A julgar pelo que aconteceu com a seleção brasileira, o futebol parece ser uma ciência arcana, impenetrável, cujos mistérios escapam ao observador comum e só são entendidos por um pequeno grupo de iniciados. Levar para a Copa jogadores que estão na reserva de seus clubes, fazer da competição a oportunidade para recuperar atletas fora de forma como Ronaldo e Adriano, perder 40 dias promovendo "rachas" entre os jogadores em metade do campo para não esgotá-los, deve ser algo de uma profundidade inatingível para mentes pedestres como a nossa, os 180 milhões de torcedores. Entrar em campo na partida decisiva com um time que nunca havia jogado junto durante 90 minutos, também. Esperar faltar 15 minutos para o jogo acabar para promover uma substituição supostamente salvadora são façanhas de que só os tolos sortudos e os néscios com iniciativa são capazes. Do outro lado, os compatriotas de Zizou Zidane deviam estar pensando como o Obelix: "Ils sont fous ces bresiliens!, eles são malucos!

Mas o fracasso da seleção não deve ser creditado apenas à burrice disfarçada de esperteza matreira de Parreira com aqueles olhinhos pequenos, pretinhos, espremidos que nunca enganariam minha avó, a sábia Dona Góia. O fracasso da seleção vai muito além, pois deixa à mostra uma estrutura viciada e corrompida em que os jogadores se auto-escalam e agem como artistas em férias levando as namoradas para cima e para baixo em noitadas intermináveis, sob os olhares complacentes da "comissão técnica" e dos cartolas. Jogadores que não demonstram um mínimo de espírito de corpo, privilegiando a camaradagem típica dos botecos àquele espírito de luta e determinação que cada um de nós, ingênuos torcedores, acredita ser necessária em uma equipe nacional.

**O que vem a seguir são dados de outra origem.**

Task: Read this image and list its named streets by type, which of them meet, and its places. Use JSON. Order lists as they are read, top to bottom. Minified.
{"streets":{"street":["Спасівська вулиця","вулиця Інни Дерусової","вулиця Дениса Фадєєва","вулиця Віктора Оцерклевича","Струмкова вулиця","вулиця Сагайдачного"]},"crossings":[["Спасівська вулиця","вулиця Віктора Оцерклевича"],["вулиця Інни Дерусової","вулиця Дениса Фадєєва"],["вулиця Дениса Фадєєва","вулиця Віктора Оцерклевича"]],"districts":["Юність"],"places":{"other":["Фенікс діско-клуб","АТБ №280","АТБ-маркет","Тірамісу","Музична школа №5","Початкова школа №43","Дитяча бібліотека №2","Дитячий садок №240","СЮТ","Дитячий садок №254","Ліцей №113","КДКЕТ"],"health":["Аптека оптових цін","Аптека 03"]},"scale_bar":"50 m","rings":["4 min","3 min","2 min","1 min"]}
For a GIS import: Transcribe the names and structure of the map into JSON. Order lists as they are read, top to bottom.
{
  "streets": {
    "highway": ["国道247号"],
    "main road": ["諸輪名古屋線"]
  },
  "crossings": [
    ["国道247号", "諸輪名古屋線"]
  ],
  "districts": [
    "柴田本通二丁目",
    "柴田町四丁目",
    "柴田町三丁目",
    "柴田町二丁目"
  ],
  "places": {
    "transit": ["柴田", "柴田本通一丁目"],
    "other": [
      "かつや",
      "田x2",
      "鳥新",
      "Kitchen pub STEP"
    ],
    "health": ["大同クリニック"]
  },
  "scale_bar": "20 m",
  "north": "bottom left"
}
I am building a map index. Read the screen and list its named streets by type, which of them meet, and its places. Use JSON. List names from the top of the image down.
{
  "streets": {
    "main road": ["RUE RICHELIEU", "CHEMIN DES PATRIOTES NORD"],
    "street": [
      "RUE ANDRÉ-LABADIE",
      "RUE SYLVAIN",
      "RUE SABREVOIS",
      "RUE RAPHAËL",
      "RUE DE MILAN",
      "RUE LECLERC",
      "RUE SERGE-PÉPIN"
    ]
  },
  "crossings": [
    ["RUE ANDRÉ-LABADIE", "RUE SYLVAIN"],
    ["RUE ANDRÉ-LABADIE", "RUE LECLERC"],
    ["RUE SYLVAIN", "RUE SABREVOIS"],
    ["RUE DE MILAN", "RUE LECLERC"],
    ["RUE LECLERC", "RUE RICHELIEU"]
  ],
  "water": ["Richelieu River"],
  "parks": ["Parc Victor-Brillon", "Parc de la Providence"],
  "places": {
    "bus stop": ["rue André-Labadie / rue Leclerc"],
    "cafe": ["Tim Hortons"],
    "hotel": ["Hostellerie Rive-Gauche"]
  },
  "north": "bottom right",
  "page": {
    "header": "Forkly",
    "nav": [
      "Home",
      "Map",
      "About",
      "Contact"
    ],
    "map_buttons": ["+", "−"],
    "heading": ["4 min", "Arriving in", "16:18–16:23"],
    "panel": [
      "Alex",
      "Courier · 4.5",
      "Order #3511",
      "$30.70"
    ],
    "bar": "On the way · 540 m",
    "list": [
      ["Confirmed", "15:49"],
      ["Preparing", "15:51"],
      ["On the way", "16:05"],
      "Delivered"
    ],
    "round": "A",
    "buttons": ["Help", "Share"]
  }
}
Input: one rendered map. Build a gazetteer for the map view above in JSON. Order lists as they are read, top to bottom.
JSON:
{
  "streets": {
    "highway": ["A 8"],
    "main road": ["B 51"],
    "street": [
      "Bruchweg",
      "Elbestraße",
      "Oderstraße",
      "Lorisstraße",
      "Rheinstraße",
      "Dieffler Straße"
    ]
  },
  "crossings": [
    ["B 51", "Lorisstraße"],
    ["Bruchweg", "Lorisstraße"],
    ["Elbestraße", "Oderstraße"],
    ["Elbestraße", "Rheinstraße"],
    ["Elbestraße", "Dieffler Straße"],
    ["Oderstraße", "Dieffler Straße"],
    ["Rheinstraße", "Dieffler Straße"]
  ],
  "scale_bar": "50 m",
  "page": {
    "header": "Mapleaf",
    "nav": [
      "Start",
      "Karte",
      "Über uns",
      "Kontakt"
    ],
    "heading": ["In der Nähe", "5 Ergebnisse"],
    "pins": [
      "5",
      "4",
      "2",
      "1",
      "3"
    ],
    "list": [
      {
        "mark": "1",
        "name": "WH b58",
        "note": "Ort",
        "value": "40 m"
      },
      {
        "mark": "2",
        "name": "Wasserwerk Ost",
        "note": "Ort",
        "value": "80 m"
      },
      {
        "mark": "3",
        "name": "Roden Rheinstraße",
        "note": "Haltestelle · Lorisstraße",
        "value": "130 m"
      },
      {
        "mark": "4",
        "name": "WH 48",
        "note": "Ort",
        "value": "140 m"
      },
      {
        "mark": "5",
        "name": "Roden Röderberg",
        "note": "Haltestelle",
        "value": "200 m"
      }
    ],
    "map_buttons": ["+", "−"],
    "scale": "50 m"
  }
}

Não quero ser conspiratório, mas acredito que as causas do fracasso da seleção vão muito além da burrice e do sibaritismo irresponsável. O futebol virou uma indústria bilionária dominada pelo marketing de algumas empresas multinacionais, que investem milhões na construção de imagens e de símbolos. Em sã consciência, acredito que nos contratos de patrocínio existem cláusulas e acordos secretos exigindo a escalação de determinados jogadores, pois, afinal, para que gastar milhões de dólares promovendo um ídolo apenas para vê-lo sentado no banco de reservas? Acredito piamente que o "Professor Parreira" e seu amuleto de 13 letras eram os últimos a saber quem os patrocinadores determinavam que deveriam entrar em campo ou não. E acredito, também piamente, que se viessem à tona os negócios que envolvem a seleção e a CBF, os Professores Luizinhos e os João Paulo da Cunha da vida corariam de vergonha por terem se vendido por tão pouco ao Marcos Valério enquanto que em outras paragens...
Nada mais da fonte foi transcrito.